Yeah, she reveals the plot through poetry.

Gretchen:

Yes.

JM:

That was fun.

Gretchen:

I really did enjoy that moment as well. It feels very Shakespearean, almost like this sort of dramatic reveal done through the stage. It's a very cool moment.

JM:

Yeah, definitely. You can see that. Yeah.

Gretchen:

Yeah, I don't know. I also kind of got a bit of a "No Great Magic" vibes to it. I think as well.

JM:

Oh, yeah. Yeah. Elizabeth from "No Great Magic". Yeah. That's true. I didn't think of that. That's cool.

Gretchen:

Yeah, I really enjoyed that part.
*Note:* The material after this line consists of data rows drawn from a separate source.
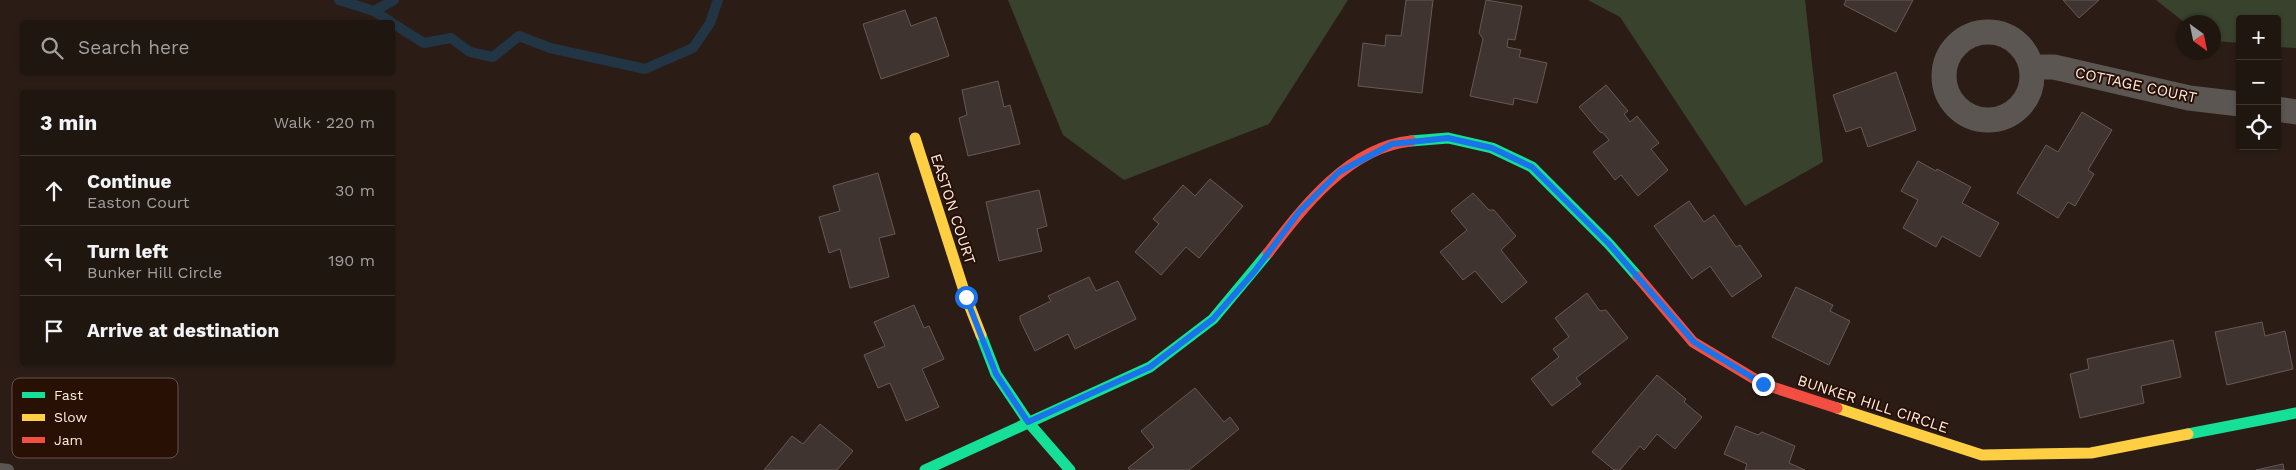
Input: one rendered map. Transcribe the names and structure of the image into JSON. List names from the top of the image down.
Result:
{
  "streets": {
    "street": ["COTTAGE COURT", "EASTON COURT", "BUNKER HILL CIRCLE"]
  },
  "crossings": [
    ["EASTON COURT", "BUNKER HILL CIRCLE"]
  ],
  "legend": ["Fast", "Slow", "Jam"],
  "north": "bottom right",
  "page": {
    "map_buttons": ["+", "−"],
    "search": "Search here",
    "heading": ["3 min", "Walk · 220 m"],
    "list": [
      ["Continue", "Easton Court", "30 m"],
      ["Turn left", "Bunker Hill Circle", "190 m"],
      "Arrive at destination"
    ]
  }
}
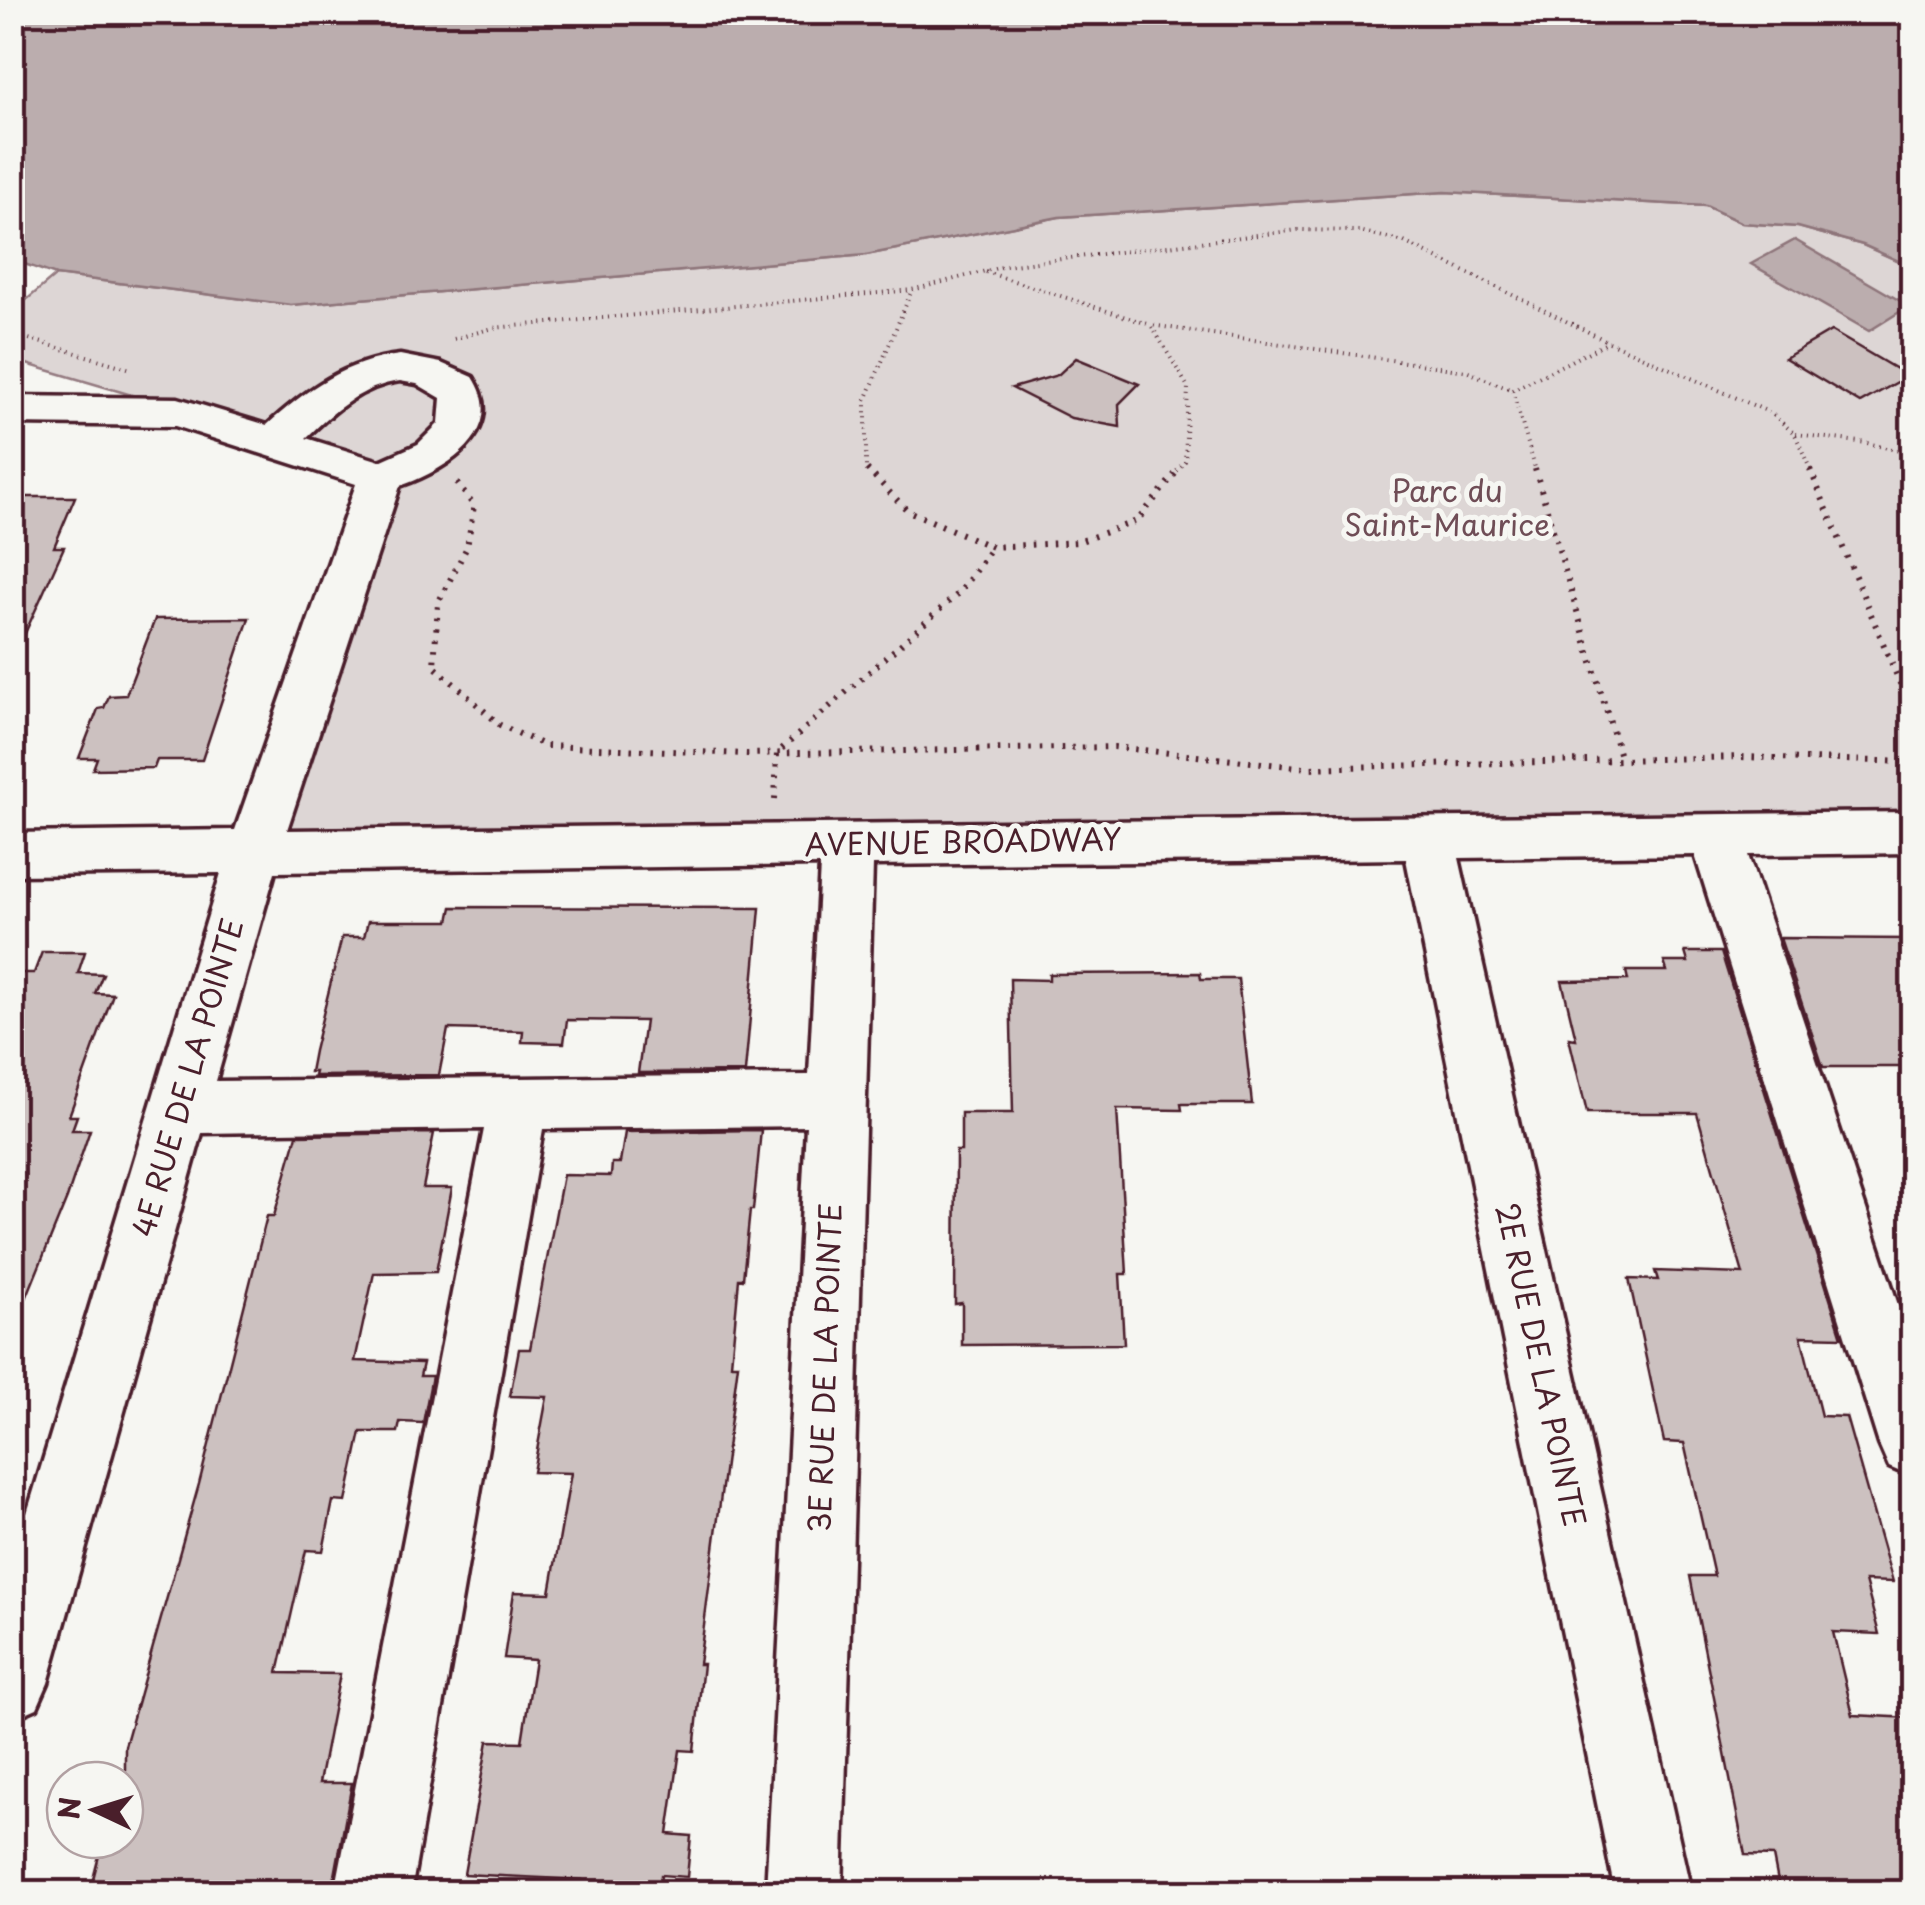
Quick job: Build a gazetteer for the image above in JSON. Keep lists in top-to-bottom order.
{
  "streets": {
    "street": [
      "AVENUE BROADWAY",
      "4E RUE DE LA POINTE",
      "2E RUE DE LA POINTE",
      "3E RUE DE LA POINTE"
    ]
  },
  "crossings": [
    ["AVENUE BROADWAY", "4E RUE DE LA POINTE"],
    ["AVENUE BROADWAY", "2E RUE DE LA POINTE"],
    ["AVENUE BROADWAY", "3E RUE DE LA POINTE"]
  ],
  "parks": ["Parc du Saint-Maurice"],
  "north": "left"
}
But after waking up in the infirmary once again, Rydra leaves it and comes across the Butcher who asks her why she saved Tarik by exposing Cord. She responds that she likes him and wants his help, then asks him about his speech. The Butcher tells her that he was imprisoned after a massive bank robbery and the murder of nearly a dozen people, only after something caused him to lose his memory and his ability to speak and read. He knows that whatever happened was caused by the invaders when they captured him at one point before this action.
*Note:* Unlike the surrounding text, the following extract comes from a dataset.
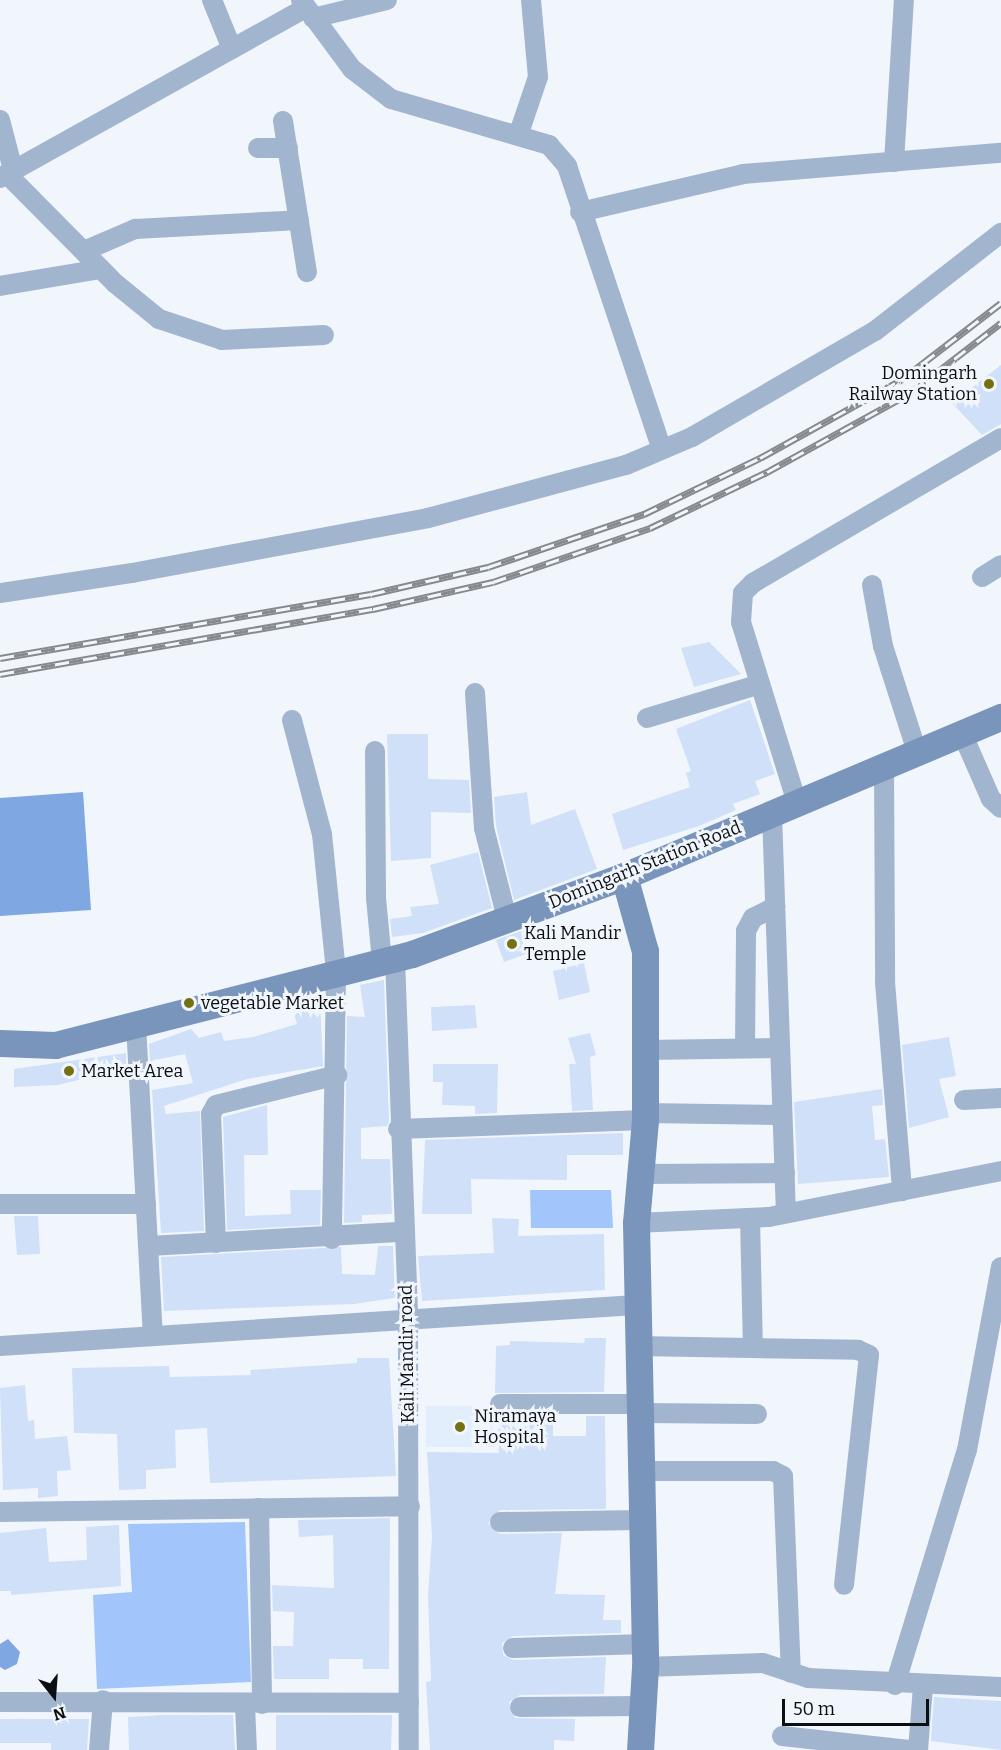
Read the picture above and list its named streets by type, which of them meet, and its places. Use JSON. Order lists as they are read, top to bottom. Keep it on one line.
{"streets":{"street":["Domingarh Station Road","Kali Mandir road"]},"crossings":[["Domingarh Station Road","Kali Mandir road"]],"places":["Domingarh Railway Station","Kali Mandir Temple","vegetable Market","Market Area","Niramaya Hospital"],"scale_bar":"50 m","north":"bottom"}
Rydra teaches the Butcher about the concept of I and you, which he first assumes are fixed. Copying Rydra's speech, he refers to himself in the second person and her in the first person. Rydra, however, corrects him and she tells him that they are interchangeable in this sense, encouraging the Butcher to think both of the self and to empathize with others around him to not commit acts of violence so quickly. When Rydra can tell something is still wrong and she wants to read the Butcher's mind, he becomes distressed. But he tells her that she can do so if she is ever in danger and needs to.
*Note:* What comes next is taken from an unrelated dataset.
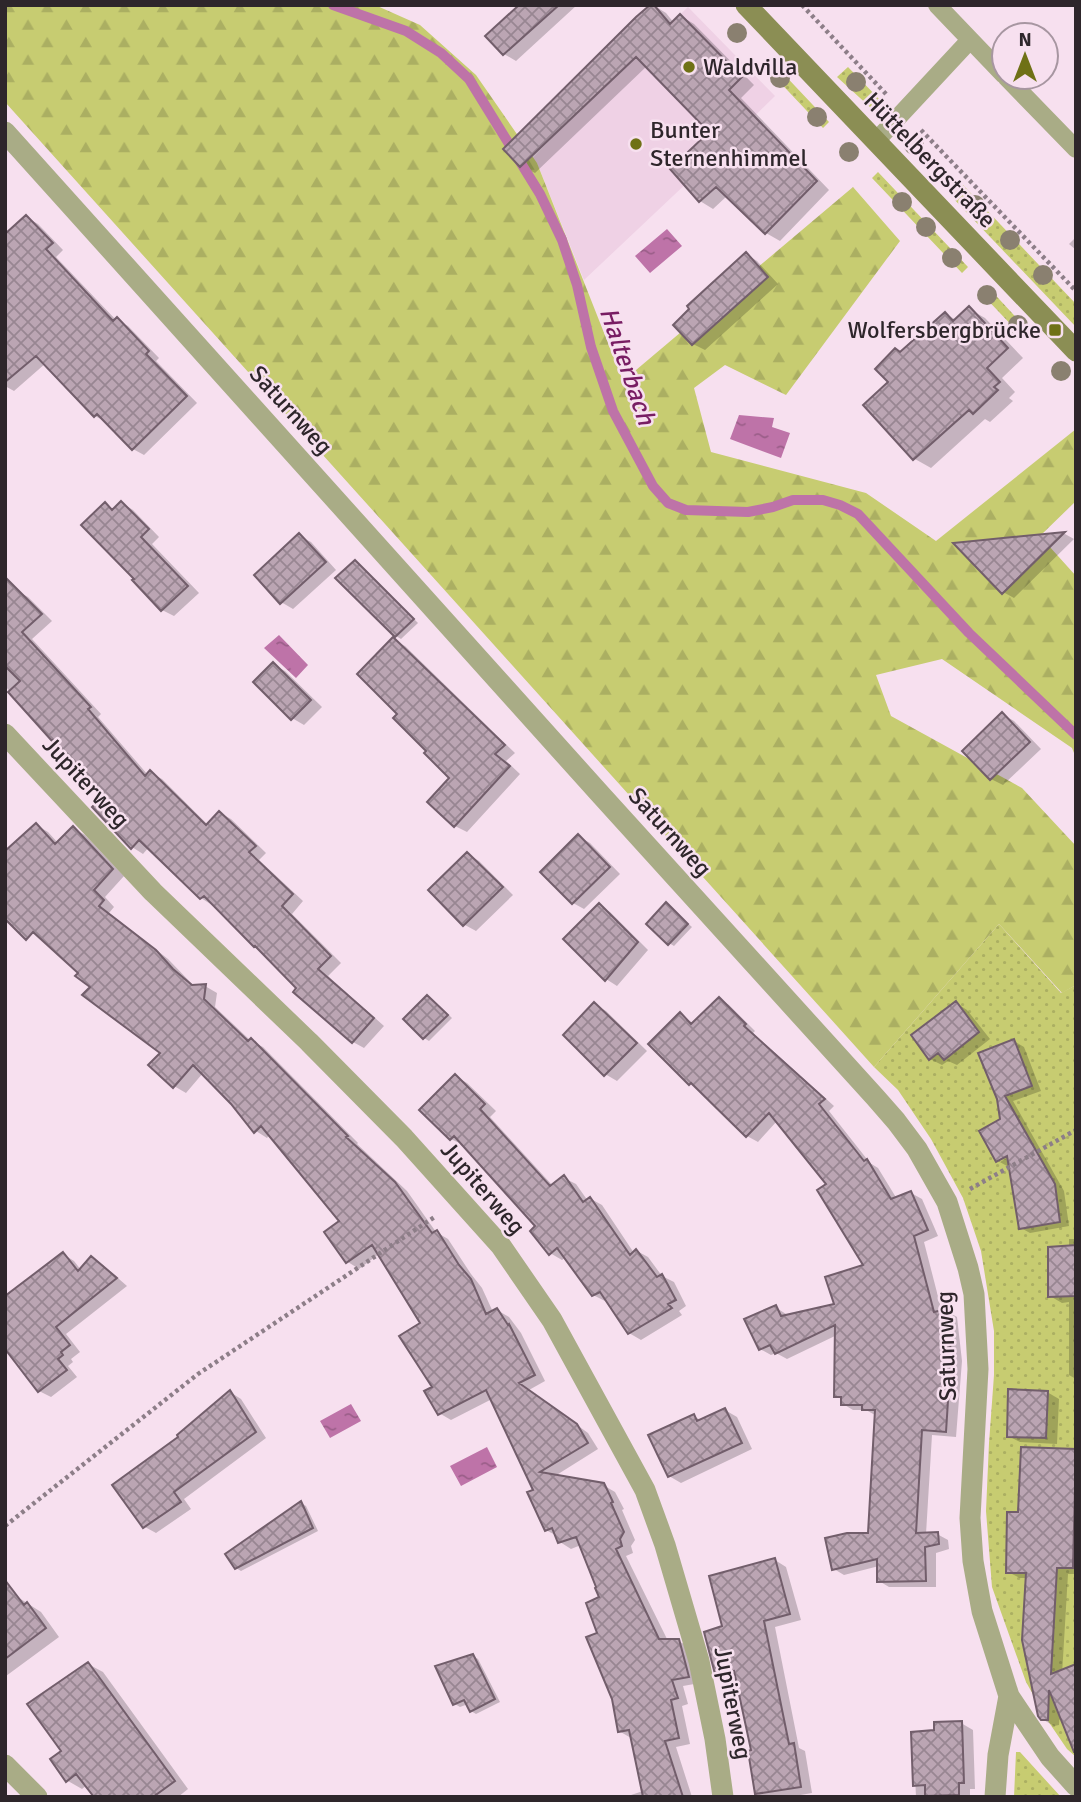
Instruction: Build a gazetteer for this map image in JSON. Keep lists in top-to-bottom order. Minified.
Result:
{"streets":{"main road":["Hüttelbergstraße"],"street":["Saturnweg","Jupiterweg"]},"water":["Halterbach"],"places":{"other":["Waldvilla","Bunter Sternenhimmel"],"transit":["Wolfersbergbrücke"]},"north":"top"}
Jebel runs into another invadership, much more powerful, so Tarik decides to attack it before it can attack them. Wong joins the Butcher during the attack and at one point when the invaders try to board the ship, she thinks in Babel-17 again, which slows down her experience of time. She and the Butcher fend off the attempted boarders in hand-to-hand combat and Brass comes to them with news that Tarik has died, though he's there as a Discorporate and Jebel is in bad shape.

They are on their way to headquarters when Wong, along with the Butcher, gets sick from the use of Babel-17 again. In her fear, she reaches out to the Butcher's mind and they are linked together. It is then she realizes the language she knows, the one without self-reference, is Babel-17. She sees parts of the Butcher's past and comes to understand that his criminal acts were forms of sabotage, like the ones she herself caused on the Rimbaud. The two of them, speaking as one, tell the crew to take them to General Forester and send a tape to Dr. T'Mwarba.

T'Mwarba speaks to customs officer Appleby, who now enjoys going to Transport Town after his adventure with Rydra about the tape and is told he can only have it after he meets with Forester at Alliance headquarters. When the two meet, the doctor demands to know what's happened to Wong and he gets to see her and the Butcher. He's unnerved at the lack of her usual movements when she suddenly emerges, telling him that she and the Butcher are prisoners, that Babel-17 is like the programming languages of On Off and Algol, and that she needs to find out who the Butcher really is.

T'Mwarba takes her crew out to eat to learn more about what they haven't told the General and they confide in him about the saboteur and Wong's connection with the Butcher. His plan then is to feed the Butcher a bunch of paradoxes, which as a programming language should prove difficult for Babel-17 to handle, and get him access to parts of his consciousness blocked by amnesia, a very Kirk move to be honest, very reminded of a lot of TOS episodes with that.

JM:

Yeah.

Gretchen:

Wong also feels the effects as they are joined telepathically, but it works. The Butcher remembers that he is Niles Ver Dorco, son of the Baron, who had modeled him to be a spy working behind enemy lines before the creation of TW-55s.

When the invaders captured him and programmed him with Babel-17, the language itself cost him to turn against the Alliance and wreak havoc upon it, given a prejudice against the Alliance within its very structure. The other acts of sabotage were committed by TW-55s as Niles had a radio transmitter implanted into his brain by his father, which controlled them. He is therefore responsible for the murder of his father.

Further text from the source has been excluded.